I certainly love more common Classical composers like Bach and Haydn, but this music gets me a bit more.


----------



## Ethereality (Apr 6, 2019)

Just as one example, I love of course Debussy's orchestral works, but then when Debussy's piano works are orchestrated, YES. But this is just a thread example..:











They have so many other, arguably, more stunning pieces.


----------



## Captainnumber36 (Jan 19, 2017)

Ethereality said:


> Just as one example, I love of course Debussy's orchestral works, but then when Debussy's piano works are orchestrated, YES. But this is just a thread example..:
> 
> 
> 
> ...


Yes, there are some great transcriptions of their works!  Especially Debussy's Piano Works to Orchestral ones as you said.


----------



## Kiki (Aug 15, 2018)

I love Ravel's music. For me, Daphnis, La Valse, and Gaspard de la nuit are masterpieces. There is a lot of passion lurking underneath the surface of coolness and precision. 

On the other hand, I'm not so keen on Debussy, except perhaps the Nocturnes for its inventiveness.


----------



## flamencosketches (Jan 4, 2019)

Couldn't agree more OP. I'm quite obsessed with both composers, but these days, more so Ravel. I just caught one of his works live for the first time (the G major piano concerto). I'm sure I will come back around to Debussy, and I do listen to his piano music often, just less so his orchestral music lately. I think Ravel was probably the better orchestrator of the two, but it's close.

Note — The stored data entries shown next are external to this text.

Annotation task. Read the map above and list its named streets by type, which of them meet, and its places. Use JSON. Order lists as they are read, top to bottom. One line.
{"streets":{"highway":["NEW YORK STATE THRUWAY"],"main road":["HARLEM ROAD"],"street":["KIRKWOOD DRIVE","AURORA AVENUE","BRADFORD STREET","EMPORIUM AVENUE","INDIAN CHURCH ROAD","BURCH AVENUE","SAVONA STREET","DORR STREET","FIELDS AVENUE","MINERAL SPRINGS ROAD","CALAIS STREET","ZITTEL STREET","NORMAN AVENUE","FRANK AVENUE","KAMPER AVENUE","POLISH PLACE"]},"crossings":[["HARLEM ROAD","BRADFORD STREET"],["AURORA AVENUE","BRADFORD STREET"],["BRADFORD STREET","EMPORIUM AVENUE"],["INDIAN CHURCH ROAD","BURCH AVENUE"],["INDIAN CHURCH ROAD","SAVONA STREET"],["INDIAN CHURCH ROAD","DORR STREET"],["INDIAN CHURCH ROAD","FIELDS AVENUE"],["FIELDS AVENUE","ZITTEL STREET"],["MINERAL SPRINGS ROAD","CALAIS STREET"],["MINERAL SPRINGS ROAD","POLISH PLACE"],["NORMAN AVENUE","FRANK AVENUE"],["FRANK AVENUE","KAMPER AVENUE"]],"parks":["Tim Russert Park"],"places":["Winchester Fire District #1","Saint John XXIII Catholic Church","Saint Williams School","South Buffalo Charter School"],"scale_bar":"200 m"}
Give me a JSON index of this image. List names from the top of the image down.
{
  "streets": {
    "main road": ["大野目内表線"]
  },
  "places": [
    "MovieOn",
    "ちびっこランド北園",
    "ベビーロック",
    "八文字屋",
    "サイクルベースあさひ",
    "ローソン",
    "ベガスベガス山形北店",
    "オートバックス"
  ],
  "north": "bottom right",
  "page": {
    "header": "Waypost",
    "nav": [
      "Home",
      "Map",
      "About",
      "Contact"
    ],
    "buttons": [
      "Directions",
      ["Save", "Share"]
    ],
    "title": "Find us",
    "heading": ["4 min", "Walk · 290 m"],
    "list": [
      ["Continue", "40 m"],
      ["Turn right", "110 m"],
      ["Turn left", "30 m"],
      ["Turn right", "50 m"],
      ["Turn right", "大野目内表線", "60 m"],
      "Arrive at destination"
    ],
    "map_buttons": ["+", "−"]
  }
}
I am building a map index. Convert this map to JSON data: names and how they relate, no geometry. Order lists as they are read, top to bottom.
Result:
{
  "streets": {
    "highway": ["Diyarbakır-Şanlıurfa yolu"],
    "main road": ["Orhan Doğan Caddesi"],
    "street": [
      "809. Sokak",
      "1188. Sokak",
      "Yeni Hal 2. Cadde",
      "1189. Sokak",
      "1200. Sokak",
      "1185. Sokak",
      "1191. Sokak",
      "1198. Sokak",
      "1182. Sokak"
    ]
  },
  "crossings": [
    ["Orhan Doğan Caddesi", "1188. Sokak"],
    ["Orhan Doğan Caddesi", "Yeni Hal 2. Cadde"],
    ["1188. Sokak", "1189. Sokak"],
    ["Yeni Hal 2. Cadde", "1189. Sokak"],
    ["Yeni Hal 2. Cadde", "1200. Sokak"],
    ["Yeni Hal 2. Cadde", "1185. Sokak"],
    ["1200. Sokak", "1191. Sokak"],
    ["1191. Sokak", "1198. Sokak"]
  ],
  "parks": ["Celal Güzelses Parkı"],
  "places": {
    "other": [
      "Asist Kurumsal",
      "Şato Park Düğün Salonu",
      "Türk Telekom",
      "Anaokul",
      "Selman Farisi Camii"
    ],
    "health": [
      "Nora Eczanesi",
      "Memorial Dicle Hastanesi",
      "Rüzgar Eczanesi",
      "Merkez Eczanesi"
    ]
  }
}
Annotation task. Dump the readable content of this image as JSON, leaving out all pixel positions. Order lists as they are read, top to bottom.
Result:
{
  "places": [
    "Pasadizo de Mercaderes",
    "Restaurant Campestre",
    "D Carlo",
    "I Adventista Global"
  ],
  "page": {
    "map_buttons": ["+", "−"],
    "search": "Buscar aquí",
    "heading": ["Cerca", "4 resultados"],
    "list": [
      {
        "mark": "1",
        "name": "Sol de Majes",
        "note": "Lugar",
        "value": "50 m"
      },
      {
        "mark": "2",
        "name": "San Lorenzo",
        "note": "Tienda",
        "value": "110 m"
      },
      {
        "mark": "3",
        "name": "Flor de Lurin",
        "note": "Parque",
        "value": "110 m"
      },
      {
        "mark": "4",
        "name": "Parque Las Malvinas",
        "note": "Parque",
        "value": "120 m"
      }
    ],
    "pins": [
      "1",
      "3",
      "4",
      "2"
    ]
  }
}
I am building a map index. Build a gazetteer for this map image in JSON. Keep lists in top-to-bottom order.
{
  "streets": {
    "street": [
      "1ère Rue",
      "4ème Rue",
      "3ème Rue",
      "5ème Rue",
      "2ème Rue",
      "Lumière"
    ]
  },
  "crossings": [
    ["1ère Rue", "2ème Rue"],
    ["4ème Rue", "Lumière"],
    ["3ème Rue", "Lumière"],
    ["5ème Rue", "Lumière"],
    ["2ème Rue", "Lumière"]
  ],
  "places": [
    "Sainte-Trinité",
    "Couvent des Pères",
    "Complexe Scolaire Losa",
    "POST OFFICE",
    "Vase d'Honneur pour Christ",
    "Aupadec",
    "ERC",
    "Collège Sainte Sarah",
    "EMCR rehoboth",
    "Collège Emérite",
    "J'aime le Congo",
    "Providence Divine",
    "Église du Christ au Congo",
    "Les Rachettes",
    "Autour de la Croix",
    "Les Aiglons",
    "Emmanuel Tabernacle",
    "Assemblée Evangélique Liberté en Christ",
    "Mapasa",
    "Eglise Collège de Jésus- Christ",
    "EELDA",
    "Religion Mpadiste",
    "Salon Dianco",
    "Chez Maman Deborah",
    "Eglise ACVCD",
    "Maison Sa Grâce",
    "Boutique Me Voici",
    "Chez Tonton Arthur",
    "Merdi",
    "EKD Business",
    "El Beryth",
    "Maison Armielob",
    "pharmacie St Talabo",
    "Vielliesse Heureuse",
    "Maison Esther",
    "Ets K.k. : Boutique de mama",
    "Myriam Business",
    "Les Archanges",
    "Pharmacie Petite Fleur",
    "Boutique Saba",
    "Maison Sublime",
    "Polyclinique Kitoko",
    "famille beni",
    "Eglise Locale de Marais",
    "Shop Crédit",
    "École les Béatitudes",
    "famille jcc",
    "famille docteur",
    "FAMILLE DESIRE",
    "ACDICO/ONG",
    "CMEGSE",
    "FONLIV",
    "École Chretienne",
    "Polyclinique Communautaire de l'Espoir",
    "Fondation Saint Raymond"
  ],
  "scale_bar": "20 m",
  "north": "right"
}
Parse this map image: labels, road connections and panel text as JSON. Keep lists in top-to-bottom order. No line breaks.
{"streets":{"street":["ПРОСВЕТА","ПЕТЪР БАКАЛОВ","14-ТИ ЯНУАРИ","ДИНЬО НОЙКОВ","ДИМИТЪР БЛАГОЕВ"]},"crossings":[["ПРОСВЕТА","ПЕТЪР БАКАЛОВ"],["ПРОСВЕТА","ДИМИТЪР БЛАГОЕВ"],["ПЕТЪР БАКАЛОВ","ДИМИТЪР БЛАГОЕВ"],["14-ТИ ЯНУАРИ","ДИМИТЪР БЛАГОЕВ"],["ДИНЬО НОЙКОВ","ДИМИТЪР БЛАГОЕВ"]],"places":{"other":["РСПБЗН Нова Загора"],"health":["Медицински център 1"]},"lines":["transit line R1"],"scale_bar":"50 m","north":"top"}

Have you heard Pelléas et Mélisande? I think that might be the next step for me. I love what I've heard of it.


----------



## Strange Magic (Sep 14, 2015)

Debussy and Ravel! Perhaps the closest pairing of similar yet still distinct talents in classical music composition. Wary, appreciative, sometimes slightly acid rivals. It's always interesting to read comments and analyses of the two by musicologists, music historians, textbook authors and the like. But such wondrous works, of almost unvarying high quality! They are a mainstay of my enjoyment of music.


----------



## janxharris (May 24, 2010)

Never heard the orchestral version of 'flaxen hair' before. Just wow.

Almost sounds like Vaughan Williams.


----------



## paulbest (Apr 18, 2019)

Captainnumber36 said:


> Their music really speaks to me, that haunting lingering feeling of a quiet madness is bittersweet in the best of ways. I think their music represents the mood I'm in most of the time.
> 
> Anyone else really reinstate with them?


Ravel is like Mozart in creative genius of archetypal beauty. 
Debussy has so much beauty, it is often indescribable.


----------



## Captainnumber36 (Jan 19, 2017)

flamencosketches said:


> Couldn't agree more OP. I'm quite obsessed with both composers, but these days, more so Ravel. I just caught one of his works live for the first time (the G major piano concerto). I'm sure I will come back around to Debussy, and I do listen to his piano music often, just less so his orchestral music lately. I think Ravel was probably the better orchestrator of the two, but it's close.
> 
> Have you heard Pelléas et Mélisande? I think that might be the next step for me. I love what I've heard of it.


I've watched/heard Pelleas et Melisande and it is probably my favorite Opera.


----------



## regenmusic (Oct 23, 2014)

I find I like French composers more in general. Couperin and Rameau from long ago, Honegger, Milhaud and the Impressionists from the 20th Century.





Jean Françaix: Quintetto per fiati No.2 (1987) A more modern French composer I like.


----------



## jdec (Mar 23, 2013)

Captainnumber36 said:


> I've watched/heard Pelleas et Melisande and it is probably my favorite Opera.


Yes nice opera. What others do you know well?


----------



## Captainnumber36 (Jan 19, 2017)

jdec said:


> Yes nice opera. What others do you know well?


Fidelio, Figaro, The Magic Flute and Don Giovanni (the only one I've seen live). I was _listening_ to one by Wagner the other day, and found it great.


----------



## Captainnumber36 (Jan 19, 2017)

regenmusic said:


> I find I like French composers more in general. Couperin and Rameau from long ago, Honegger, Milhaud and the Impressionists from the 20th Century.
> 
> 
> 
> ...


I like it!


----------